- Rimmer contracts a holo-virus and, with the help of Mr Flibble, turns against the crew
- Episode no.: Series 5 Episode 4
- Directed by: Grant Naylor
- Written by: Rob Grant & Doug Naylor
- Original air date: 12 March 1992

Guest appearances
- Maggie Steed as Dr Hildegarde Lanstrom; Mr. Flibble as himself;

Episode chronology
| ← Previous "Terrorform" | Next → "Demons & Angels" |
- Red Dwarf V

= Quarantine (Red Dwarf) =

"Quarantine" is the fourth episode of science fiction sitcom Red Dwarf Series V and the twenty eighth in the series run. It was first broadcast on the British television channel BBC2 on 12 March 1992.

The episode, fifth to be filmed, was the first one to be solely directed by Rob Grant and Doug Naylor. The episode has Rimmer contracting a holo-virus and turning against the rest of the crew.

==Plot==
Red Dwarf receives a distress signal from a hologram of Dr. Hildegarde Lanstrom and proceed to investigate it at the Viral Research Centre. While Dave Lister (Craig Charles), Kryten (Robert Llewellyn) and Cat (Danny John-Jules) venture into the complex, Arnold Rimmer (Chris Barrie) is advised to return to Red Dwarf, as they plan to rescue Lanstrom but cannot bring her aboard their Starbug because it can only generate one hologram. With the same being true of Red Dwarf, this raises the prospect of a 'time share' arrangement in which Rimmer would have to relinquish some of his run time. Annoyed at Kryten seemingly citing Space Corps Directives only to him, Rimmer is given a copy of the Directives Manual to read for his trip back.

Upon finding Lanstrom (Maggie Steed), Lister, Kryten and Cat find that she contracted a holo-virus that turned her insane and gave her Psionic powers, but also learn that this has shortened her life-span. The group, thus, opts to give her the run-around until the virus kills her, unaware of her using a radio to contact Rimmer. When Lanstrom finally dies, the group examine her research notes, discovering that she was working on a theory that viruses can be positive as well as negative and isolated a number of positive viruses.

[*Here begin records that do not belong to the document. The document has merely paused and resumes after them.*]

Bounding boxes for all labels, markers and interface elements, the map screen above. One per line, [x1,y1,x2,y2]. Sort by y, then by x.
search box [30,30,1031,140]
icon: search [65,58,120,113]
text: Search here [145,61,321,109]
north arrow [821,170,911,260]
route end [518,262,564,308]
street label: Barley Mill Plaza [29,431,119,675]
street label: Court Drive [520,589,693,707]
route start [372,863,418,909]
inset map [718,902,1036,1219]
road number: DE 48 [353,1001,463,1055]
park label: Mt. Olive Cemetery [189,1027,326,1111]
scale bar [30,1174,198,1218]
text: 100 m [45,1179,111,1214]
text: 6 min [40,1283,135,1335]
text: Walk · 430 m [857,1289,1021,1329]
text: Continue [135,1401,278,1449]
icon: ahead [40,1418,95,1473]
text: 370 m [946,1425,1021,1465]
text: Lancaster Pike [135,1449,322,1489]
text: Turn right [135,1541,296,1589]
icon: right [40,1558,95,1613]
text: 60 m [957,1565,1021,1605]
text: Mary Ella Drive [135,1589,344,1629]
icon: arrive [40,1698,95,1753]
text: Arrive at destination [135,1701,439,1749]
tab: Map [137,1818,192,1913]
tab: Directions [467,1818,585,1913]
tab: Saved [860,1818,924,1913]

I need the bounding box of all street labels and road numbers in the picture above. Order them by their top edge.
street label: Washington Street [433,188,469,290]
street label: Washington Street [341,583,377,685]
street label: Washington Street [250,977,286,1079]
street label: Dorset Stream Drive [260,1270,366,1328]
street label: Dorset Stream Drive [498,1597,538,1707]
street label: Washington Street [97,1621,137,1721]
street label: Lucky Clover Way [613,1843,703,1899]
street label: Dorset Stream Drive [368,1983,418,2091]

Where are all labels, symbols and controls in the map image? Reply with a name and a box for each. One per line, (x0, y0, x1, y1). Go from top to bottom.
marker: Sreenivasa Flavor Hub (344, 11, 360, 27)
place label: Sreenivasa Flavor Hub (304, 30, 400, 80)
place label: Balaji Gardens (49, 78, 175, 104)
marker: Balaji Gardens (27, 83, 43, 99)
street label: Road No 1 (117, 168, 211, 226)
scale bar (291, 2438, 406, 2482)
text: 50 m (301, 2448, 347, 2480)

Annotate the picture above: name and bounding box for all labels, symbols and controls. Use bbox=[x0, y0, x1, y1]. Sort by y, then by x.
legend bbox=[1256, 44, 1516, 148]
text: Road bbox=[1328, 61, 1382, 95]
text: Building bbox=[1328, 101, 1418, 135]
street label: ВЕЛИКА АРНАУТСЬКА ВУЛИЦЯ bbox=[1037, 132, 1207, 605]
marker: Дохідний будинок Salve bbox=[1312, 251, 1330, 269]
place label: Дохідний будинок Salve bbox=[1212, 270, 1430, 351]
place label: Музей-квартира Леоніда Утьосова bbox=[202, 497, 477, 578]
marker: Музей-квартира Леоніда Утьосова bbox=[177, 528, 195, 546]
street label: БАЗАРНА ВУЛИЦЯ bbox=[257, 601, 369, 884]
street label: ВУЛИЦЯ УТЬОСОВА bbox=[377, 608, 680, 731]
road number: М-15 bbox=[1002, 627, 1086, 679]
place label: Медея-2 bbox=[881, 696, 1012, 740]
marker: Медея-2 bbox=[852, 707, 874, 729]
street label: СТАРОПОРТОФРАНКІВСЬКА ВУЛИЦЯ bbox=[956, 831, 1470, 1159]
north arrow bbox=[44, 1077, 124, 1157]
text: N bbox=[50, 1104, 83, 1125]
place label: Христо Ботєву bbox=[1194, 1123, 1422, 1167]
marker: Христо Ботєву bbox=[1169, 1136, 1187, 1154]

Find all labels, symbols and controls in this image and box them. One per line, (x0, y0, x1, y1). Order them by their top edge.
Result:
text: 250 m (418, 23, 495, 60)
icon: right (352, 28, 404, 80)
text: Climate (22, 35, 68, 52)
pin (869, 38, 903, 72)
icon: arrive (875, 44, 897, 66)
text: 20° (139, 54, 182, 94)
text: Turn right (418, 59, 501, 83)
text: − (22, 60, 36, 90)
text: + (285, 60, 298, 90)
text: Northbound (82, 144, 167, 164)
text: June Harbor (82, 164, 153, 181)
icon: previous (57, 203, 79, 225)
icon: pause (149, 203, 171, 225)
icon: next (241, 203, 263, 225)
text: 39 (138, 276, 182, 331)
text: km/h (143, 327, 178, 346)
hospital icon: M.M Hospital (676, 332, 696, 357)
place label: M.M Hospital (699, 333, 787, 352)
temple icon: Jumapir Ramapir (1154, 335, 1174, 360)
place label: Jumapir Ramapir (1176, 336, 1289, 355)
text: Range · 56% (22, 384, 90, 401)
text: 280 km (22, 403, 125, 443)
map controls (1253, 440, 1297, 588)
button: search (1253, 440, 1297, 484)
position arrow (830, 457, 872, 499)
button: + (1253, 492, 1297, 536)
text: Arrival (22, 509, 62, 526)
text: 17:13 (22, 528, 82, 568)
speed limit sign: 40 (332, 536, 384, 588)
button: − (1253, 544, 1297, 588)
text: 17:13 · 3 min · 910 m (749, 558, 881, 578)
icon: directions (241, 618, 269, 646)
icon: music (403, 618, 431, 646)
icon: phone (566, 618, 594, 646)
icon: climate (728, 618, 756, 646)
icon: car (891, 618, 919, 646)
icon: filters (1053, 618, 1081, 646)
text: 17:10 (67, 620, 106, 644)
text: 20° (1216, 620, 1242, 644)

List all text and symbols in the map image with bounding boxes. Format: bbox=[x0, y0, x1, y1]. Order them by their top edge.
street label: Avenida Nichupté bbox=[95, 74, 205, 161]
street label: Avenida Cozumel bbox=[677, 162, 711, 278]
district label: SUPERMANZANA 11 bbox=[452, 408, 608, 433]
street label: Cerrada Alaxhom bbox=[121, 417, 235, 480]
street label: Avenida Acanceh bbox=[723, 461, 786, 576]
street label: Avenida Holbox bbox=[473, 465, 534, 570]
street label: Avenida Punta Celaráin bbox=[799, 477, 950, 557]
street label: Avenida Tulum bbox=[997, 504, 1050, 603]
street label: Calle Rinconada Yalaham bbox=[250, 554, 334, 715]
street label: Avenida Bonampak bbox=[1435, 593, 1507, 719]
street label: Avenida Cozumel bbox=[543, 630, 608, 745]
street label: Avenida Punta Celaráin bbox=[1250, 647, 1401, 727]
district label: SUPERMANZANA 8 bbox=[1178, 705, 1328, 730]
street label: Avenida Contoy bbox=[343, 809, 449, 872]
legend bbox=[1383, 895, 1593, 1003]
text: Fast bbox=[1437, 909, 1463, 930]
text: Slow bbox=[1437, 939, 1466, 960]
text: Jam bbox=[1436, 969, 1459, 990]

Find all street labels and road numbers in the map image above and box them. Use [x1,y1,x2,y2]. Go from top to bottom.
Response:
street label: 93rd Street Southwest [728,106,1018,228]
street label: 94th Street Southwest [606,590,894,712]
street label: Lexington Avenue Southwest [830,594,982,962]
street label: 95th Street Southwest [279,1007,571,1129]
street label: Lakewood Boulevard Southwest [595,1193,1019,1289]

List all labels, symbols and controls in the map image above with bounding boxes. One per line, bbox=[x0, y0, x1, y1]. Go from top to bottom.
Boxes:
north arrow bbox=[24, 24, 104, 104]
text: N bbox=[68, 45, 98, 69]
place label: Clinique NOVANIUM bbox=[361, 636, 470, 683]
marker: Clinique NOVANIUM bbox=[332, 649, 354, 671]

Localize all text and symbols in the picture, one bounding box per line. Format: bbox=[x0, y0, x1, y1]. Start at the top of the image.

On the return trip, Lister tests a virus that Lanstrom isolated that boosts luck, discovering it gives him incredible luck for a brief time until his body's natural defences combat it. Upon returning to Red Dwarf, the group find that Rimmer has taken full control of the ship after returning ahead of them, and redirects their Starbug to the ship's quarantine bay as part of a Space Corps Directive he had read. Using the Directives, Rimmer manages to turn quarantine into a torturous experience, granting Lister, Cat and Kryten only single's quarters (as Lister is the only registered crewmate), devising a meal plan consisting solely of sprouts, and providing them with monotonous or faulty leisure facilities. Forced to endure isolation for five days and slowly finding themselves beginning to get on each other's nerves, the group realise that they can challenge Rimmer to re-test them. However, they soon discover that he has contracted the holo-virus, suspecting that Lanstrom managed to pass it onto him via Starbugs radio. After Rimmer decides to deny the group oxygen for two hours to punish them for insanity (with their attempts at playing along only convincing Rimmer of their insanity), Lister opts to use the luck virus to save them, not only managing to get them out of quarantine, but also allowing him to find equipment that Kryten needs to purge the virus from Rimmer. After things return to normal, Rimmer is put into quarantine to make him endure it at the enjoyment of the others.

==Production==
Juliet May left as director during the shooting of Red Dwarf V, and the remaining episodes were directed by Rob Grant and Doug Naylor. "Quarantine", which was fifth to be filmed in the series, was the first one to be solely directed by the co-creators. Although supposed to be a bottle episode with simple 'dialogue' for the series, Grant and Naylor found it hard going.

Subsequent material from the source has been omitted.